- [PROVIDED DATA]
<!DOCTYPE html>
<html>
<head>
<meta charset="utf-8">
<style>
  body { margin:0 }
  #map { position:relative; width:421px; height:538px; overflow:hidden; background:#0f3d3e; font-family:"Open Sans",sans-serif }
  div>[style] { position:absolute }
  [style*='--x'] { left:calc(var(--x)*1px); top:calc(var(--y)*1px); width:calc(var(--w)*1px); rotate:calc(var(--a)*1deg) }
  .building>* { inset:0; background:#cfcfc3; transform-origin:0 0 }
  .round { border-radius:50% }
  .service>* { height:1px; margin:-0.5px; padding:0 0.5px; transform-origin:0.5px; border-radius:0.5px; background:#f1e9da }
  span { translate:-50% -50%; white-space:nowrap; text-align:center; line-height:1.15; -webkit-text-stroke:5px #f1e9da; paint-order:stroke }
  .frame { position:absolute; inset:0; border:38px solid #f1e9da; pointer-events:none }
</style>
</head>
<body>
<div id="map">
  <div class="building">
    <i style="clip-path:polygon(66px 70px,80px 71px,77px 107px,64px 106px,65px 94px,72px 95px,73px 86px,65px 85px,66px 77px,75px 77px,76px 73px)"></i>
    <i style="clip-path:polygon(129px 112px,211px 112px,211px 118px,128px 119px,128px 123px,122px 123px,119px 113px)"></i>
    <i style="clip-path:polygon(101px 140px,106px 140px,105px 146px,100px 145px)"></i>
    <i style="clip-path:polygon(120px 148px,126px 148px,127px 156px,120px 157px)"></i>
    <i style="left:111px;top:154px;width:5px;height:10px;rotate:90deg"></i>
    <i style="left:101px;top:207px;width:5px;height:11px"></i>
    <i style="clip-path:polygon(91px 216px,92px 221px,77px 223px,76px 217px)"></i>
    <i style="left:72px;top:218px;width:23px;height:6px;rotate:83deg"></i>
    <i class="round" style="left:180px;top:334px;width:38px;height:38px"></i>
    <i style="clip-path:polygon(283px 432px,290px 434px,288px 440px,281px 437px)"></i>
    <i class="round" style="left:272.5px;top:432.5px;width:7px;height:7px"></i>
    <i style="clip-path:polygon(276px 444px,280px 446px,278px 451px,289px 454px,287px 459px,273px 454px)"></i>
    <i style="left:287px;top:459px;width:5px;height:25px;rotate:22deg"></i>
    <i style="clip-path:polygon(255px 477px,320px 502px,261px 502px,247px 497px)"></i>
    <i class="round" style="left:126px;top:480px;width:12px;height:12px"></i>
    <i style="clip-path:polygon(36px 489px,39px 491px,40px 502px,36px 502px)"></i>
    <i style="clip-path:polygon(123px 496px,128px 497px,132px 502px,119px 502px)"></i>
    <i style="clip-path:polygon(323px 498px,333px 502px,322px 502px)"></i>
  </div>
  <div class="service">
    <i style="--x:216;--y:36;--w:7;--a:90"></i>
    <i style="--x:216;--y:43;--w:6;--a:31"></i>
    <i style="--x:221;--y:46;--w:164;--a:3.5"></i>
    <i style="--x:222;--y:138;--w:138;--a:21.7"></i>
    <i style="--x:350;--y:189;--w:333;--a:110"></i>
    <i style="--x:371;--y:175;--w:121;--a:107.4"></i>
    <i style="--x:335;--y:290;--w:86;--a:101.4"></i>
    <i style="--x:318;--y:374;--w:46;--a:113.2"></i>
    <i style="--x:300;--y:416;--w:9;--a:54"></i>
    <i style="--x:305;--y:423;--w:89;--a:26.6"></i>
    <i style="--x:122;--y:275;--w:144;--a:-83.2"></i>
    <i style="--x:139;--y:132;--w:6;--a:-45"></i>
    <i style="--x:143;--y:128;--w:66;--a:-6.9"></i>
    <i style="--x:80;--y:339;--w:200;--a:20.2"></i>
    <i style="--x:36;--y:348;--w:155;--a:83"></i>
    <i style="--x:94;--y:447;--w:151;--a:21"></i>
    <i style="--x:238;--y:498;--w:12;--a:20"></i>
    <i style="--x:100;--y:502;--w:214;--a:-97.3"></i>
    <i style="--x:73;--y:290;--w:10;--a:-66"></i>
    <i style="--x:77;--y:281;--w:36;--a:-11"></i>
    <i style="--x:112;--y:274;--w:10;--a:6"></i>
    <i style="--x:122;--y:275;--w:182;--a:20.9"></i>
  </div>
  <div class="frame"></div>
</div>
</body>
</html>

--

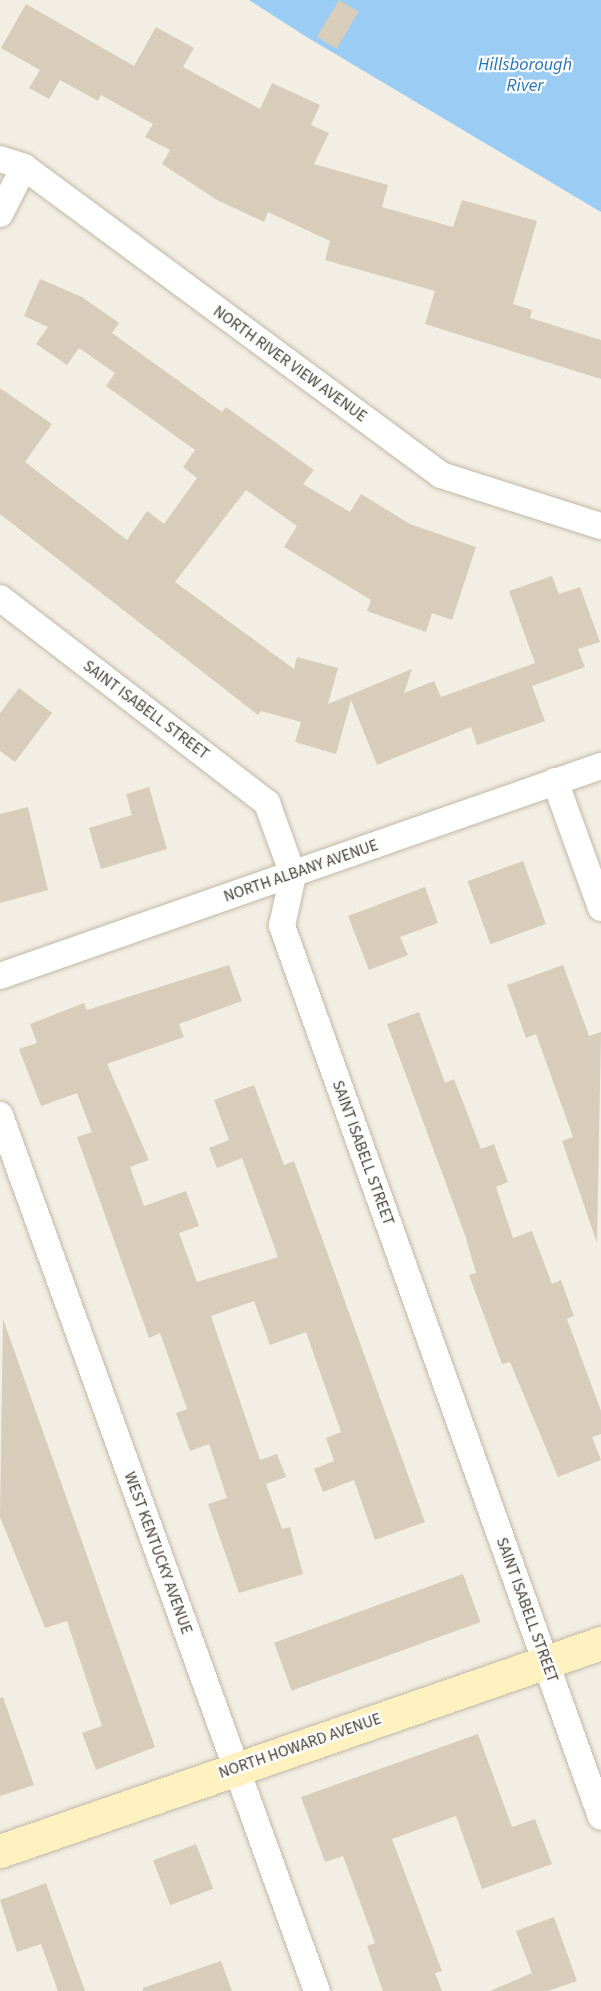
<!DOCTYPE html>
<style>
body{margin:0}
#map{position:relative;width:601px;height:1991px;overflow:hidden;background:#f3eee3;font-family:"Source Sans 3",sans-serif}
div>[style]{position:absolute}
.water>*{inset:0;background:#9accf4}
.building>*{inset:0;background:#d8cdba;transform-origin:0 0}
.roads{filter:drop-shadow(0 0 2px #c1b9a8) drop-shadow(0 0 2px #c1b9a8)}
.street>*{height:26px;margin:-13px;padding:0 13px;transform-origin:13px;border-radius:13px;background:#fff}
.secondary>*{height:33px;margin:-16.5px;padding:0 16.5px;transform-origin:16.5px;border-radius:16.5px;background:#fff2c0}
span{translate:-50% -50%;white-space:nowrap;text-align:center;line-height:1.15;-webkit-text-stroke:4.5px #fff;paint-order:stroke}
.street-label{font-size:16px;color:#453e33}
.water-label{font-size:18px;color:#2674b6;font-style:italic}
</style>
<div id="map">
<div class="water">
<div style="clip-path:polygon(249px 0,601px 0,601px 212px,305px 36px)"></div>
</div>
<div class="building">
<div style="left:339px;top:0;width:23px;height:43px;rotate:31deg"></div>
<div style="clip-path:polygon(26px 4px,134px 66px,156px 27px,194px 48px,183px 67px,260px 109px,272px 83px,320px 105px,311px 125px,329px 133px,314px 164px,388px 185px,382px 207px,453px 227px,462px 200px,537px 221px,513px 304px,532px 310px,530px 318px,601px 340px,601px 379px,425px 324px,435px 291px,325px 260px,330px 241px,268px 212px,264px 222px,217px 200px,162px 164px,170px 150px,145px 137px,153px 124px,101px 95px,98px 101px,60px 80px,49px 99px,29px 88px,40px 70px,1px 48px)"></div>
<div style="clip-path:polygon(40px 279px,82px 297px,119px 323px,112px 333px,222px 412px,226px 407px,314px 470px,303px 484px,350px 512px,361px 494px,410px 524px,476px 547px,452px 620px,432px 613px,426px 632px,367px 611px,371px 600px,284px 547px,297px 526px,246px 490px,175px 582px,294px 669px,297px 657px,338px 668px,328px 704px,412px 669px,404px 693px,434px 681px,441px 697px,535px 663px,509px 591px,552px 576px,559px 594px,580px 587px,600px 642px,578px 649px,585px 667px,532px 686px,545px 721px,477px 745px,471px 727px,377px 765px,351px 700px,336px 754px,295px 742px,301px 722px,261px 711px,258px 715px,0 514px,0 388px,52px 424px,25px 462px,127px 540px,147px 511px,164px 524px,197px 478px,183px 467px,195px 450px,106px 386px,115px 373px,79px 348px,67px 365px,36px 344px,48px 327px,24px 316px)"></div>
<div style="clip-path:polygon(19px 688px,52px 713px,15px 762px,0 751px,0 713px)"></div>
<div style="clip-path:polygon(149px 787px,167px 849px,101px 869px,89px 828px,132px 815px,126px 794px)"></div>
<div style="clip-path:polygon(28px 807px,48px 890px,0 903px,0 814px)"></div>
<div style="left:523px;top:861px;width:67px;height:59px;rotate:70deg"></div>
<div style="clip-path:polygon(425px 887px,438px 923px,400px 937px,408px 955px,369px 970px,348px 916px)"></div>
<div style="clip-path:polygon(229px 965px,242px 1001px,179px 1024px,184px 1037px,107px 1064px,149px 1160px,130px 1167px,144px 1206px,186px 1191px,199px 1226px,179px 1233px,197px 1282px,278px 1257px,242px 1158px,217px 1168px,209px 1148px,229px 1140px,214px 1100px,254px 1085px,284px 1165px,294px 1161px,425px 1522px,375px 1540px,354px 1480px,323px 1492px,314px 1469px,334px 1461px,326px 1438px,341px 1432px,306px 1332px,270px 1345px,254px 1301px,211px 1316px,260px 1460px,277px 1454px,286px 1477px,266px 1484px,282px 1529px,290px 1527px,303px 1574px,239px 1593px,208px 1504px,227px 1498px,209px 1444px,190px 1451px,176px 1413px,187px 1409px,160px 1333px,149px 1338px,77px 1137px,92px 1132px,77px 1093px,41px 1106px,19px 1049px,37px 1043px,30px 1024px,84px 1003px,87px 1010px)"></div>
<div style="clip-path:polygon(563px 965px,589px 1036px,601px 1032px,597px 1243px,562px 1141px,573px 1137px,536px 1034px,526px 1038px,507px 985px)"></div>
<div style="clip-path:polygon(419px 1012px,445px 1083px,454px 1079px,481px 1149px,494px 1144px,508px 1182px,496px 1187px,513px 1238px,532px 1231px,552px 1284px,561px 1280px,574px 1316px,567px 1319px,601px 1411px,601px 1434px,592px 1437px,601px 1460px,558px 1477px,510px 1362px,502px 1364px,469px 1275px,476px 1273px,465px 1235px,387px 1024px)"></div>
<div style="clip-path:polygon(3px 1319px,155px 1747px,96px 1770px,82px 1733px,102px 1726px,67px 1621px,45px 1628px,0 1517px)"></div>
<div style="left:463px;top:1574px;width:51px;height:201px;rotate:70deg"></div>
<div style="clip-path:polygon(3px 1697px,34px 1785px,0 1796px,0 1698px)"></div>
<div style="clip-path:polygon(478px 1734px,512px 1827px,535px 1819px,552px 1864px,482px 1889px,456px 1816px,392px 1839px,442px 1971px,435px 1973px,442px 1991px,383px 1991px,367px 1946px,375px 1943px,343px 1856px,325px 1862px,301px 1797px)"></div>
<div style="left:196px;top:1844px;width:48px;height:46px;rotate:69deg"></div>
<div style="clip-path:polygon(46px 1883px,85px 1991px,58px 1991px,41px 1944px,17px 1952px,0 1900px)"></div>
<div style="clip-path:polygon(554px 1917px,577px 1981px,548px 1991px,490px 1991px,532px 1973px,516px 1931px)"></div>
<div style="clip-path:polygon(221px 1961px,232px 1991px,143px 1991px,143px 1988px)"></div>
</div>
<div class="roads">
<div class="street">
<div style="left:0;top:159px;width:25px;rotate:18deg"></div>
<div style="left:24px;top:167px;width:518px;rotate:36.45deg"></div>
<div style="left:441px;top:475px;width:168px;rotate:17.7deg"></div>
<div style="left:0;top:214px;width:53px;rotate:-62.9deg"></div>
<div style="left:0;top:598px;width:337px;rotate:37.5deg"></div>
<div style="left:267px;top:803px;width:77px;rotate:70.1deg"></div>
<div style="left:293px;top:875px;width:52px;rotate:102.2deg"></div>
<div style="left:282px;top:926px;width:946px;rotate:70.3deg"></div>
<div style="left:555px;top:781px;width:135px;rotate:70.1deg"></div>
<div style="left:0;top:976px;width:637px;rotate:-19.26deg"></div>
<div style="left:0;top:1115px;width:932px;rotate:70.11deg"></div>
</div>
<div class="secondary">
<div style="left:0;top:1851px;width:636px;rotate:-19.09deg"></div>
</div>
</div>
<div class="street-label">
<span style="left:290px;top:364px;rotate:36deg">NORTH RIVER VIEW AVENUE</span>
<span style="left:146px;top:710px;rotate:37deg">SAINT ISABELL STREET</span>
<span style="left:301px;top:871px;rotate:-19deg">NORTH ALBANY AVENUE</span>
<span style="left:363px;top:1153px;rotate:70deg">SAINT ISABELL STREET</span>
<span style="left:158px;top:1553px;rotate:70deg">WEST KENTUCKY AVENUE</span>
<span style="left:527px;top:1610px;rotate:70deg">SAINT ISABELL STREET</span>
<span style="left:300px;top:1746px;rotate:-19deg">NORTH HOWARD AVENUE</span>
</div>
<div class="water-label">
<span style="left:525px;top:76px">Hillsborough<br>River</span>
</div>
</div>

==

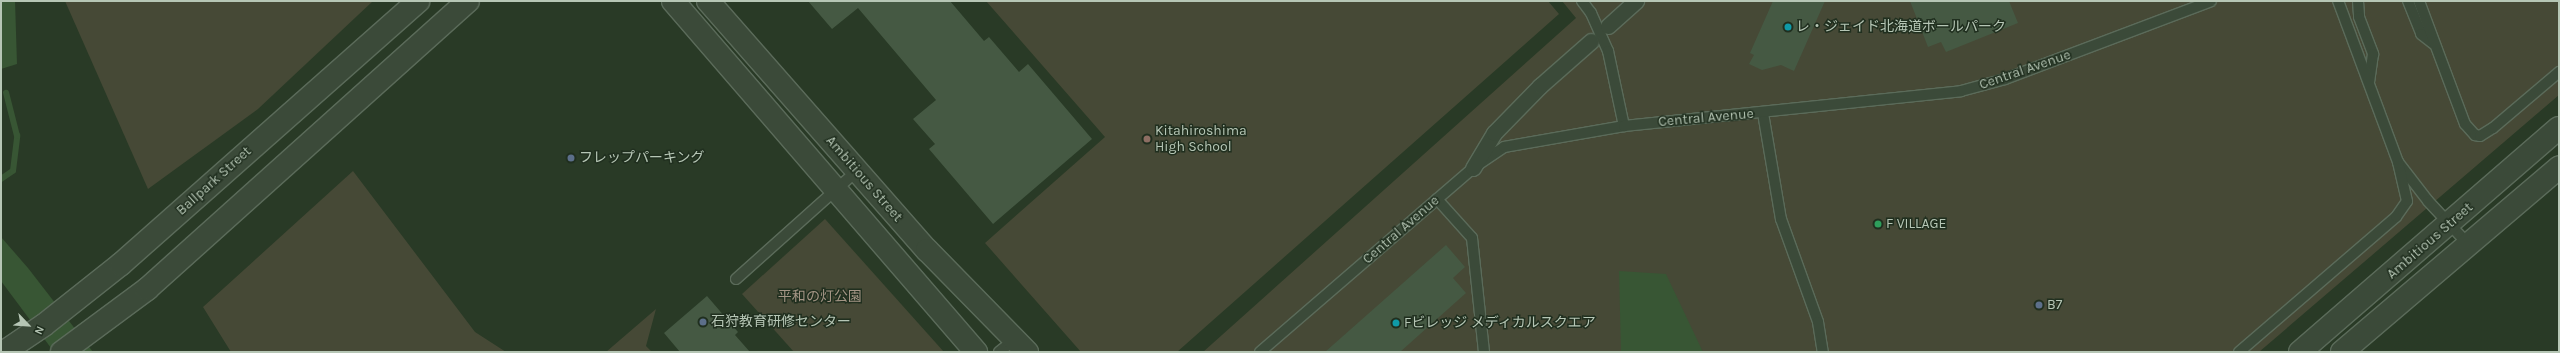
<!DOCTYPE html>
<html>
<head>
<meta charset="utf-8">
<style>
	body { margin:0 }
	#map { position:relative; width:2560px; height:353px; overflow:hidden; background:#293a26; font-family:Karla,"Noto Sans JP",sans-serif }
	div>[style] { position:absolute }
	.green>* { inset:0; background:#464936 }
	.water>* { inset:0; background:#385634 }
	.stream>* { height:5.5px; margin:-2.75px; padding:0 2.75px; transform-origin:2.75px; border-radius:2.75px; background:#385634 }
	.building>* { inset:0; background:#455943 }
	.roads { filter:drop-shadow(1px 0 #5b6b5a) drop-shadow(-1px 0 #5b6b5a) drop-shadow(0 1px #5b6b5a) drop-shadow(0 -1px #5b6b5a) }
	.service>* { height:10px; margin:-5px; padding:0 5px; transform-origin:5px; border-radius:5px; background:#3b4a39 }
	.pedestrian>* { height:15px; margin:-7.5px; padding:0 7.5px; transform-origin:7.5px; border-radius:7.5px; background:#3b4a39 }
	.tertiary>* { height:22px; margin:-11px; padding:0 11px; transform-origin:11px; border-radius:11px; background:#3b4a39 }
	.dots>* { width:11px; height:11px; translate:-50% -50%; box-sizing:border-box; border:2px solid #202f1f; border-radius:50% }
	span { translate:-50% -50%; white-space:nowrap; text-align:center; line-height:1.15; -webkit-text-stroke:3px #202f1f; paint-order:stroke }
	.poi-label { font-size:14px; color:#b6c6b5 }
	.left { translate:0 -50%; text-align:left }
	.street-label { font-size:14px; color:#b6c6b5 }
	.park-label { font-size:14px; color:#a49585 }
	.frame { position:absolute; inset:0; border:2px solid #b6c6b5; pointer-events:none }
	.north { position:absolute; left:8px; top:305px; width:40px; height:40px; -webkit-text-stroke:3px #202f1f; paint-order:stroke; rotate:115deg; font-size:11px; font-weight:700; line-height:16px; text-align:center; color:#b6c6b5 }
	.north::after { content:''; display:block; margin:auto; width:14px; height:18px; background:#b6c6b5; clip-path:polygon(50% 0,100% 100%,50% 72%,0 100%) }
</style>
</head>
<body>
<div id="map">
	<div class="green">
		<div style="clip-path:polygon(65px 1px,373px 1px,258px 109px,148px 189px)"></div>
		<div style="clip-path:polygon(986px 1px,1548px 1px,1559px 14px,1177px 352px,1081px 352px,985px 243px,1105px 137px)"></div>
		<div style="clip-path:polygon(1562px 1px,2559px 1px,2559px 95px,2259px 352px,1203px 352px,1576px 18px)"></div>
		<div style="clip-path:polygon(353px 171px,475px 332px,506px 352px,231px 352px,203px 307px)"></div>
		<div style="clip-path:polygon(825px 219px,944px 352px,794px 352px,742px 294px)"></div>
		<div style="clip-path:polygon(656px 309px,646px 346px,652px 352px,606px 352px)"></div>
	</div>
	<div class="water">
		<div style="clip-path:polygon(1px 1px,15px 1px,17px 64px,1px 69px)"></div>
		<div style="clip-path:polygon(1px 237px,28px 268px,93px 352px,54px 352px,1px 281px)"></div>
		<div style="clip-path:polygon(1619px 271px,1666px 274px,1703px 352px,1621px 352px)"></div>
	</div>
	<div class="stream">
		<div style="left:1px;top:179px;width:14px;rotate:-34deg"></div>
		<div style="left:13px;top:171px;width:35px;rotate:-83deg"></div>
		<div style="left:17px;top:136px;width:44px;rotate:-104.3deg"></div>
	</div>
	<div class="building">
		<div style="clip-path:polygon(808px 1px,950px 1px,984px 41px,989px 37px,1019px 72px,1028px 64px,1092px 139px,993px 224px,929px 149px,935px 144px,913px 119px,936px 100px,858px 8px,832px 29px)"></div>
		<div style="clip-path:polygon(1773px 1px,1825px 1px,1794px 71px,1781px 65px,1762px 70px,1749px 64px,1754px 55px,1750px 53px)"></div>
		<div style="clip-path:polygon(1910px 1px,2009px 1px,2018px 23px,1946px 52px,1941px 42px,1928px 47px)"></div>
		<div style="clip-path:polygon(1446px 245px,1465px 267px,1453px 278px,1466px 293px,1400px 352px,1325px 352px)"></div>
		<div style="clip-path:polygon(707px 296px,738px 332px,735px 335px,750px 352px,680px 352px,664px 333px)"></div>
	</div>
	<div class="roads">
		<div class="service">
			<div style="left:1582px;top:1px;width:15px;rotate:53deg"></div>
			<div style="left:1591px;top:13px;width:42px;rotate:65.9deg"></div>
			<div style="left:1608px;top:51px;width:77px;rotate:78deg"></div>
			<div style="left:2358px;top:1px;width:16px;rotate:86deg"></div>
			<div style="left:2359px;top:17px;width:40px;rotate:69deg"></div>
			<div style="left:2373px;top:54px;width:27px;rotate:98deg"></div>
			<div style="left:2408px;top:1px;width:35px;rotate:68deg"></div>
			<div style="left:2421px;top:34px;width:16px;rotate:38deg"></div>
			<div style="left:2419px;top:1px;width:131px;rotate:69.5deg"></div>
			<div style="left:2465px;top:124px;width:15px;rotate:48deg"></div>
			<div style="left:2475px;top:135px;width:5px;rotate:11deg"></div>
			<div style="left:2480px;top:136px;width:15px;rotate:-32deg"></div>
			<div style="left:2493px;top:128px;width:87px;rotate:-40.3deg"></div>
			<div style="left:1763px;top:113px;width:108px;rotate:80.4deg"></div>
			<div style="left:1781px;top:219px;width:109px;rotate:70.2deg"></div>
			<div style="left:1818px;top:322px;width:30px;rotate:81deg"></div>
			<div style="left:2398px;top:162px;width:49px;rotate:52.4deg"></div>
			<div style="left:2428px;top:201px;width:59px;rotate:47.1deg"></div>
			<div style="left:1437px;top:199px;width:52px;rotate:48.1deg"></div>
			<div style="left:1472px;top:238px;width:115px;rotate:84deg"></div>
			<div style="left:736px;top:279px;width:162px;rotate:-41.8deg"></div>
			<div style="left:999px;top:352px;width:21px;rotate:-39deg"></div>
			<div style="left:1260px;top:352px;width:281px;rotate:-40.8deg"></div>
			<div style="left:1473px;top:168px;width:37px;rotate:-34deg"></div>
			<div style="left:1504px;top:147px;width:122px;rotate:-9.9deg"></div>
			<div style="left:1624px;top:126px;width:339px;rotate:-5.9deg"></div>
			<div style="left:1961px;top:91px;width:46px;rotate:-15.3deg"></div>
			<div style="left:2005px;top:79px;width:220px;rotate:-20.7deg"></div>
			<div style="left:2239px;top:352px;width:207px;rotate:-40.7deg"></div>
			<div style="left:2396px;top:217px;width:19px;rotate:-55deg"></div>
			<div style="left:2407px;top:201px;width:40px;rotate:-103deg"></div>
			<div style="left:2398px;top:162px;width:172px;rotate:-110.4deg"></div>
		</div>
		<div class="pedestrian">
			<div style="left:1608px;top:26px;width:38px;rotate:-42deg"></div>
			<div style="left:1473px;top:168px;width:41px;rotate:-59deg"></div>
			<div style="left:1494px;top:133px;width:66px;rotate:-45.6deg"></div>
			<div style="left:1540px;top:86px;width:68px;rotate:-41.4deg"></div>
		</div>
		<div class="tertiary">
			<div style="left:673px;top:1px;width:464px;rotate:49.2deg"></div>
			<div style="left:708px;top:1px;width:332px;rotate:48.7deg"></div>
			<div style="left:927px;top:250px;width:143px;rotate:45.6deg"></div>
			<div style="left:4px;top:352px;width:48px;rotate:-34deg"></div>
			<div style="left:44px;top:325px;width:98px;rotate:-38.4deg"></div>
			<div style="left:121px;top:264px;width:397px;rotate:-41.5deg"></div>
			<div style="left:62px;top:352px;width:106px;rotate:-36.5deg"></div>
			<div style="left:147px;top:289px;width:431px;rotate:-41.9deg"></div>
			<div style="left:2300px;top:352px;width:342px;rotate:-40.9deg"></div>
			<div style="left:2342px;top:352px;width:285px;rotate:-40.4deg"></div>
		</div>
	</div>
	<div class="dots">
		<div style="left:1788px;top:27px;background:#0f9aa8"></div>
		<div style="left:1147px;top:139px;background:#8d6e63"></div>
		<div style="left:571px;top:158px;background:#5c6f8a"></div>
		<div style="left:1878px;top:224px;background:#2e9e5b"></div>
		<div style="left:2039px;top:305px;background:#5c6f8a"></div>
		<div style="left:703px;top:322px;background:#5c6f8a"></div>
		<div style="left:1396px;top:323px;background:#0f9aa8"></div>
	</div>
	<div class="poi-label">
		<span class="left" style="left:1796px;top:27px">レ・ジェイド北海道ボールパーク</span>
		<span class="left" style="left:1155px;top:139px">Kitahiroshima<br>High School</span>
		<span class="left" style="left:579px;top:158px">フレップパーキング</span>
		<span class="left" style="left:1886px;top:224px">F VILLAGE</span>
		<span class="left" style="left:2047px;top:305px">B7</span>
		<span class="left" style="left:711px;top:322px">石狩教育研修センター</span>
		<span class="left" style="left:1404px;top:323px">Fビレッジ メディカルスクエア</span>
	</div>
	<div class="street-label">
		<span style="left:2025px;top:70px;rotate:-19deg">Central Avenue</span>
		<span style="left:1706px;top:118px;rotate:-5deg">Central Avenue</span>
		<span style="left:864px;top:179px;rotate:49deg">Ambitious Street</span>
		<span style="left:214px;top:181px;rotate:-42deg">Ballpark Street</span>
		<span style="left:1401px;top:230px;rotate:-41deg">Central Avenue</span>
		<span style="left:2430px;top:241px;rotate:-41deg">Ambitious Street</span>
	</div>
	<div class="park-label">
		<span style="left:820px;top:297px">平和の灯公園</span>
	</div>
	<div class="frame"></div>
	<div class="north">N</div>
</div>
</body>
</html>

- [WHAT NEEDS TO BE DONE] Check each line above for "stream" and please state only how many have it.

- [REPLY TO THE EXERCISE] 2